Good luck. In both the cases I know the children did eventually get past it.

DuckyDolittle · 20/04/2026 08:00

Sorry OP but this is unreasonable. You have two options, push to get DC the support they need at school so they can attend and do their GCSEs, or home school them. They will be missing so much GCSE preperation which is setting them up to fail and likely have to do retakes, which will be even more stress. Not every kid works to the same timeline, I did my A levels later than my peers and went to uni later, but if this is what you are thinking for DC you need an actual plan. Apprenticeships need English and Maths GCSE, so they won't even be able to take ab alternative plan to academics if you go down this route.

DuckyDolittle · 20/04/2026 08:01

To add, is it the school environment itself, and might they find the more relaxed environment of college better?

AmberSpy · 20/04/2026 08:02

Have you had a meeting with the school SENDCo and/or the Head of Year about this? Ideally bringing your child along and asking them to articulate exactly what they are finding so difficult.

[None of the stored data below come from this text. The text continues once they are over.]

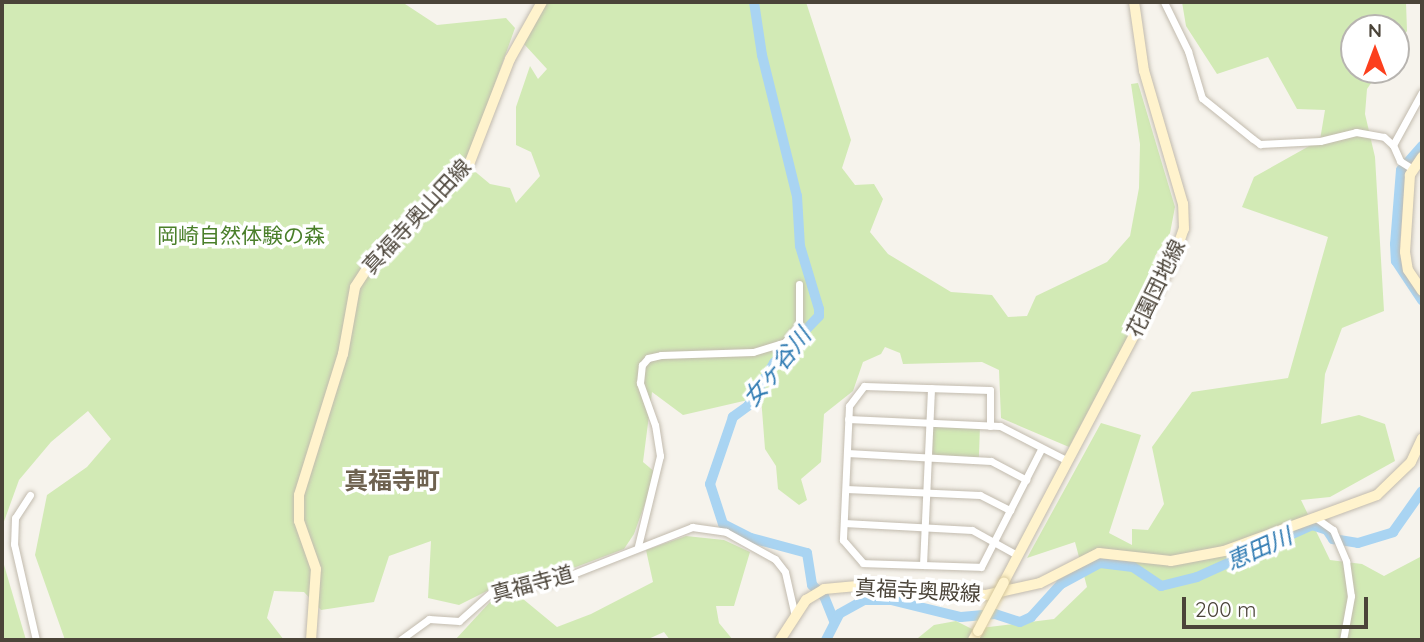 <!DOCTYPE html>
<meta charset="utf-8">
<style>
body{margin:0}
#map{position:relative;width:1424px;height:642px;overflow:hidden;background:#f6f3ec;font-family:Quicksand,"Noto Sans JP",sans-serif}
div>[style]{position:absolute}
.green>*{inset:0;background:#d2eab5;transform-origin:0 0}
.river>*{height:10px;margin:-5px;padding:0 5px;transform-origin:5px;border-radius:5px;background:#a9d4f2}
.roads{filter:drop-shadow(0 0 2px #c2bbae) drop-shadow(0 0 2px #c2bbae)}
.street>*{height:7px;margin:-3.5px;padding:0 3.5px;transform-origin:3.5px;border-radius:3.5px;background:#fff}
.secondary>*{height:10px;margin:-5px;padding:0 5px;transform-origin:5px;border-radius:5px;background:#fff3cd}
.bridges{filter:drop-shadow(0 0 2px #d6c79b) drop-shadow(0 0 2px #d6c79b)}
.secondary-bridge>*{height:10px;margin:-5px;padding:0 5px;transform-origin:5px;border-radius:5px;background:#fff3cd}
span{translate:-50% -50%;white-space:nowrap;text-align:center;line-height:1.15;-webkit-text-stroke:7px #fff;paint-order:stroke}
.street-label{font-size:21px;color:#4b4439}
.park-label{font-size:21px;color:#4a7f2a}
.water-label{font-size:23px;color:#2e7ab2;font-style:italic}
.quarter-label{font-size:24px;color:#6e6250;font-weight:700}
.frame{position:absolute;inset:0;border:4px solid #4b4439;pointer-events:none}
.north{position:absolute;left:1340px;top:14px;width:70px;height:70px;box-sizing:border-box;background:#fff;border:2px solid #b7b4b0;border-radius:50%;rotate:0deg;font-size:19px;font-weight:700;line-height:28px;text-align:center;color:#4b4439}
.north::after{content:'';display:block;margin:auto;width:24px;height:32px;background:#fc3f1d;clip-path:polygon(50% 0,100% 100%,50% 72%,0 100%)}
.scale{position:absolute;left:1182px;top:597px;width:186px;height:32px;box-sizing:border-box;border:4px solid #4b4439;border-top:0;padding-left:9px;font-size:21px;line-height:24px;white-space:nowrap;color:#4b4439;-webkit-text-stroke:5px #fff;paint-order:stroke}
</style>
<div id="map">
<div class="green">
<div style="clip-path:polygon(2px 2px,402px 2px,437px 25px,506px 18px,515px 28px,466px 164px,490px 184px,510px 188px,516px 203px,540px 176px,531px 152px,516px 145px,516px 107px,530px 66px,538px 79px,547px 69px,524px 44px,545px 2px,806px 2px,851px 140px,842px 168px,855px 185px,874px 184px,883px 199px,870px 232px,888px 254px,951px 292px,992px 295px,1008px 317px,1027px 316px,1036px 296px,1107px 262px,1130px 236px,1139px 188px,1140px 144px,1131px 84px,1138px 83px,1175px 207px,1170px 233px,1155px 256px,1163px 270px,1069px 447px,1001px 418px,999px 370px,982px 362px,903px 364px,900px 353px,885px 347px,881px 354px,863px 362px,853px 391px,824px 414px,821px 462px,801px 479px,807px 500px,799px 505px,778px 489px,776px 466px,765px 449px,761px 397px,683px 415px,652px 392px,643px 462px,656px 473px,634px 534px,624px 549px,536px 582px,495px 587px,459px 605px,428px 598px,431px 541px,389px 556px,374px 602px,321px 610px,304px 592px,274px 591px,267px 618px,284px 640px,65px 640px,35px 555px,47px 495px,87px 467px,111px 439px,88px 411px,51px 442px,19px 480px,2px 527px)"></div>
<div style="clip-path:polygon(1182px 2px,1406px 2px,1407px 31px,1396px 47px,1396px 28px,1354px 28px,1354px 70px,1380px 70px,1367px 89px,1365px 114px,1375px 157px,1384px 311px,1342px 328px,1325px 374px,1321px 424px,1359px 415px,1385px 424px,1395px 461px,1330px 497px,1301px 500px,1330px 560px,1362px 564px,1384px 576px,1422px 556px,1422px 640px,864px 640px,918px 638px,934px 625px,956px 621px,972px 629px,1054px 619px,1087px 587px,1075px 542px,1027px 558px,1101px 423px,1141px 435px,1109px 533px,1132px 545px,1132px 529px,1148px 530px,1164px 504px,1152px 447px,1192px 392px,1288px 378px,1328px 237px,1242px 207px,1254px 177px,1320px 140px,1325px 110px,1297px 109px,1268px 57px,1217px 74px,1186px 26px)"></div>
<div style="left:932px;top:425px;width:48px;height:32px;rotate:2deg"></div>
<div style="clip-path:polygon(686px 536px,724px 540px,750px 552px,734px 606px,716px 606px,719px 623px,733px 640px,670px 640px,664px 632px,646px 640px,455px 640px,490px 602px,517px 594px,557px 627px,591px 614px,653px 582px,646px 550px)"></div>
<div style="clip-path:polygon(2px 558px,26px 640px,2px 640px)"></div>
</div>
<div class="river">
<div style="left:754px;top:2px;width:54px;rotate:81.4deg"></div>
<div style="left:762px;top:55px;width:145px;rotate:76.1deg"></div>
<div style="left:797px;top:196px;width:50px;rotate:86.6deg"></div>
<div style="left:800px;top:246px;width:66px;rotate:73.2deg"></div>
<div style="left:819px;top:309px;width:7px;rotate:90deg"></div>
<div style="left:819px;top:316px;width:65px;rotate:133.8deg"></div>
<div style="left:774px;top:363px;width:50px;rotate:121.2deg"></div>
<div style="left:748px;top:406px;width:19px;rotate:144deg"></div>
<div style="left:733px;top:417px;width:71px;rotate:108.9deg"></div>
<div style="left:710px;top:484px;width:42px;rotate:72deg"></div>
<div style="left:723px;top:524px;width:31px;rotate:27deg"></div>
<div style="left:751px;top:538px;width:58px;rotate:15deg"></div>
<div style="left:807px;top:553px;width:32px;rotate:81deg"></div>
<div style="left:812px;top:585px;width:16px;rotate:43deg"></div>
<div style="left:824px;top:596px;width:27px;rotate:68deg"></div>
<div style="left:1422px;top:146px;width:32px;rotate:131deg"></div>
<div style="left:1401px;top:170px;width:74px;rotate:94.6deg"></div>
<div style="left:1395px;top:244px;width:17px;rotate:87deg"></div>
<div style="left:1396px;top:261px;width:47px;rotate:56.3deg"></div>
<div style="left:826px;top:640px;width:29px;rotate:-63deg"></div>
<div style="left:839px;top:614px;width:29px;rotate:-29deg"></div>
<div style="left:864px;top:600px;width:27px"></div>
<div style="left:891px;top:600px;width:72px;rotate:13.7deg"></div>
<div style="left:961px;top:617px;width:34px;rotate:-5deg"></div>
<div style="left:995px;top:614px;width:26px;rotate:18deg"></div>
<div style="left:1020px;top:622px;width:12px;rotate:-24deg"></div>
<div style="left:1031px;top:617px;width:45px;rotate:-47.7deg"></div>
<div style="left:1061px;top:584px;width:44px;rotate:-28.3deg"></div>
<div style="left:1100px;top:563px;width:33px;rotate:7deg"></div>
<div style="left:1133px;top:567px;width:34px;rotate:34deg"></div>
<div style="left:1161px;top:586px;width:37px;rotate:-14deg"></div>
<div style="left:1197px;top:577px;width:126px;rotate:-24.3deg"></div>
<div style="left:1312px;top:525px;width:16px;rotate:18deg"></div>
<div style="left:1327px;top:530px;width:11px;rotate:56deg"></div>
<div style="left:1333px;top:539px;width:25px;rotate:9deg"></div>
<div style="left:1358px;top:543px;width:37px;rotate:-17deg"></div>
<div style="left:1393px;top:532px;width:50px;rotate:-54.7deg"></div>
</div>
<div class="roads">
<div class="street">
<div style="left:1164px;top:2px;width:55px;rotate:63.9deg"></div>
<div style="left:1188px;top:51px;width:49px;rotate:73.4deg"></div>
<div style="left:1202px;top:98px;width:65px;rotate:38.8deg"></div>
<div style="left:1253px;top:139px;width:9px;rotate:36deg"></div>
<div style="left:1260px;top:144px;width:60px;rotate:-2.9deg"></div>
<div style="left:1320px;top:141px;width:37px;rotate:-14deg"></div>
<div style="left:1356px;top:132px;width:28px;rotate:10deg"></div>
<div style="left:1384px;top:137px;width:12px;rotate:42deg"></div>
<div style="left:1393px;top:145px;width:60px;rotate:-61.3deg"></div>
<div style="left:1393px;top:145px;width:17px;rotate:66deg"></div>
<div style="left:1400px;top:161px;width:15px;rotate:32deg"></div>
<div style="left:848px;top:419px;width:152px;rotate:2.6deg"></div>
<div style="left:1000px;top:426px;width:74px;rotate:27.3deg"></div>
<div style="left:990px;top:426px;width:36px;rotate:-90deg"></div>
<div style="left:990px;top:390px;width:126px;rotate:-178.2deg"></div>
<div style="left:864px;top:386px;width:25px;rotate:127deg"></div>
<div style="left:849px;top:406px;width:134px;rotate:92.6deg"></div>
<div style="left:843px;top:540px;width:30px;rotate:49deg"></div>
<div style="left:863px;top:563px;width:118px;rotate:1.9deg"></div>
<div style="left:981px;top:567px;width:132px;rotate:-63deg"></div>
<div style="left:847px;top:453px;width:144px;rotate:3.2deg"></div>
<div style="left:991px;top:461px;width:40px;rotate:28deg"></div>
<div style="left:846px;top:489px;width:134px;rotate:2.6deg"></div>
<div style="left:980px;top:495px;width:34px;rotate:27deg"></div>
<div style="left:30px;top:495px;width:27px;rotate:123deg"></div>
<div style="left:15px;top:518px;width:26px;rotate:92deg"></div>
<div style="left:14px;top:544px;width:98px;rotate:77.1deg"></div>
<div style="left:1316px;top:518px;width:21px;rotate:35deg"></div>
<div style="left:1333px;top:530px;width:34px;rotate:67deg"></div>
<div style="left:1346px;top:561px;width:35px;rotate:82deg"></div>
<div style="left:1351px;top:596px;width:45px;rotate:100.3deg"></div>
<div style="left:844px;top:523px;width:128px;rotate:3.1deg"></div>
<div style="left:972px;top:530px;width:51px;rotate:29.1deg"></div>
<div style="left:638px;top:546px;width:93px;rotate:-76.3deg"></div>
<div style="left:660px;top:456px;width:31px;rotate:-99deg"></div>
<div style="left:655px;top:425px;width:45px;rotate:-109.7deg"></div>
<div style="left:640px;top:383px;width:18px;rotate:-84deg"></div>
<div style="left:642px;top:365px;width:9px;rotate:-49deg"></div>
<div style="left:648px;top:358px;width:13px;rotate:-13deg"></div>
<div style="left:661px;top:355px;width:92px;rotate:-1.9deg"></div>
<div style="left:753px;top:352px;width:34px;rotate:-17deg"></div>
<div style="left:785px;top:342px;width:22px;rotate:-51deg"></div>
<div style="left:799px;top:325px;width:41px;rotate:-90deg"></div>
<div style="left:923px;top:565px;width:177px;rotate:-87.4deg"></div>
<div style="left:400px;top:640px;width:36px;rotate:-36deg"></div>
<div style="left:429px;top:619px;width:30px;rotate:4deg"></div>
<div style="left:459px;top:621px;width:48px;rotate:-41.6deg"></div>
<div style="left:495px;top:589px;width:55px;rotate:-6.2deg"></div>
<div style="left:550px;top:583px;width:153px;rotate:-21.5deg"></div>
<div style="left:692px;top:527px;width:34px;rotate:8deg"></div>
<div style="left:726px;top:532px;width:56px;rotate:28.9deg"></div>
<div style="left:775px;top:559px;width:16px;rotate:52deg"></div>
<div style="left:785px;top:572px;width:45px;rotate:77.2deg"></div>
</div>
<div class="secondary">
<div style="left:1422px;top:157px;width:22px;rotate:124deg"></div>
<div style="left:1410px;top:175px;width:77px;rotate:93.7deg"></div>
<div style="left:1405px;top:252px;width:18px;rotate:81deg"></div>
<div style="left:1408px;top:270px;width:25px;rotate:56deg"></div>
<div style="left:1004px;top:582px;width:361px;rotate:-62.2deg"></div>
<div style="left:1172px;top:263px;width:36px;rotate:-71deg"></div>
<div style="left:1184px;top:229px;width:25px;rotate:-92deg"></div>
<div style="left:1183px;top:204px;width:139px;rotate:-106.3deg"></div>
<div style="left:1144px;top:71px;width:70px;rotate:-98.2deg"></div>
<div style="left:311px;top:640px;width:71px;rotate:-86deg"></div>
<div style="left:316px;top:569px;width:51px;rotate:-109.5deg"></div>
<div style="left:299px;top:521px;width:26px;rotate:-90deg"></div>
<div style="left:299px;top:495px;width:148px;rotate:-72.7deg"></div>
<div style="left:343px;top:354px;width:68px;rotate:-79.8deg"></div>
<div style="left:355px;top:287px;width:31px;rotate:-57deg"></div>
<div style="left:372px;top:261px;width:139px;rotate:-45.3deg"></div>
<div style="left:470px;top:162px;width:110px;rotate:-68.8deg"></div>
<div style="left:510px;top:59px;width:65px;rotate:-60.7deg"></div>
<div style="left:780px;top:640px;width:48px;rotate:-57deg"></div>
<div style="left:806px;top:600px;width:21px;rotate:-31deg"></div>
<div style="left:824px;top:589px;width:44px;rotate:-5.2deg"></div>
<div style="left:868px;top:585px;width:118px;rotate:4.8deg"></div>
<div style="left:986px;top:595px;width:55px;rotate:-12.5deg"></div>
<div style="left:1040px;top:583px;width:66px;rotate:-27deg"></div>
<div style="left:1099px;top:553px;width:72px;rotate:6.3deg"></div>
<div style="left:1171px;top:561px;width:54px;rotate:-10.7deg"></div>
<div style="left:1224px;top:551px;width:163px;rotate:-20.1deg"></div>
<div style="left:1377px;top:495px;width:47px;rotate:-44.1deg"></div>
<div style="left:1411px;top:462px;width:26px;rotate:-65deg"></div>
<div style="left:973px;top:640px;width:10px;rotate:-61deg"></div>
</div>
</div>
<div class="bridges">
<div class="secondary-bridge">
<div style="left:978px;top:631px;width:55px;rotate:-62deg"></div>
</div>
</div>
<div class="street-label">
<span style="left:416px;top:216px;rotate:-47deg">真福寺奥山田線</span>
<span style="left:1155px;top:288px;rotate:-64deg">花園団地線</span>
<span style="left:532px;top:583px;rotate:-15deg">真福寺道</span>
<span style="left:918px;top:590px;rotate:3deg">真福寺奥殿線</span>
</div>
<div class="park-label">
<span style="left:241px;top:235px">岡崎自然体験の森</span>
</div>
<div class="water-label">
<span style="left:777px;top:367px;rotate:-51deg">女ヶ谷川</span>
<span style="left:1259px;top:549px;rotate:-24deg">恵田川</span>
</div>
<div class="quarter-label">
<span style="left:392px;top:481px">真福寺町</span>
</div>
<div class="frame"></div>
<div class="north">N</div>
<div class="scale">200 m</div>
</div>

The school should work with you to find solutions and lighten the load, but they can't do that if they don't know what the problem is and parents aren't communicating with them.

I do think that giving your child the message that it's ok to opt out when things are difficult is wrong.

Sunriseseaview · 20/04/2026 08:03

Thepeopleversuswork · 20/04/2026 07:58

OP sympathy: I have friends who are going through this. I think you may have had more empathy if you had framed your initial post differently.

What you seem to be describing is EBSA based on mental health issues which is a very different ballgame to just “lacking motivation”.

The responses you have had so far seem to assume lax parenting as opposed to dealing with an underlying emotional problem. “Resilience” is a very overused word at the moment and while I do think its important to push through sometimes many children are at the moment really struggling at school and its not always that simple.

In your situation you possibly do need to accept that your child cannot always face school. But the therapy will be your guiding light here.

Good luck. In both the cases I know the children did eventually get past it.

Thank you. This made me feel a bit better as I feeling like a terrible mother

OP posts:
Kimmybot · 20/04/2026 08:03

If they are missing school in an important exam year, they may not get into college to do the course they want. My DD was ok with school but still wanted to go to college rather than A levels and uni, she wanted to be a hairdresser so did college and apprenticeship route. To get into any course she still needed to pass a certain number of exams. I think this is still the same now as her step son has just started college and had to get a certain grade to get in.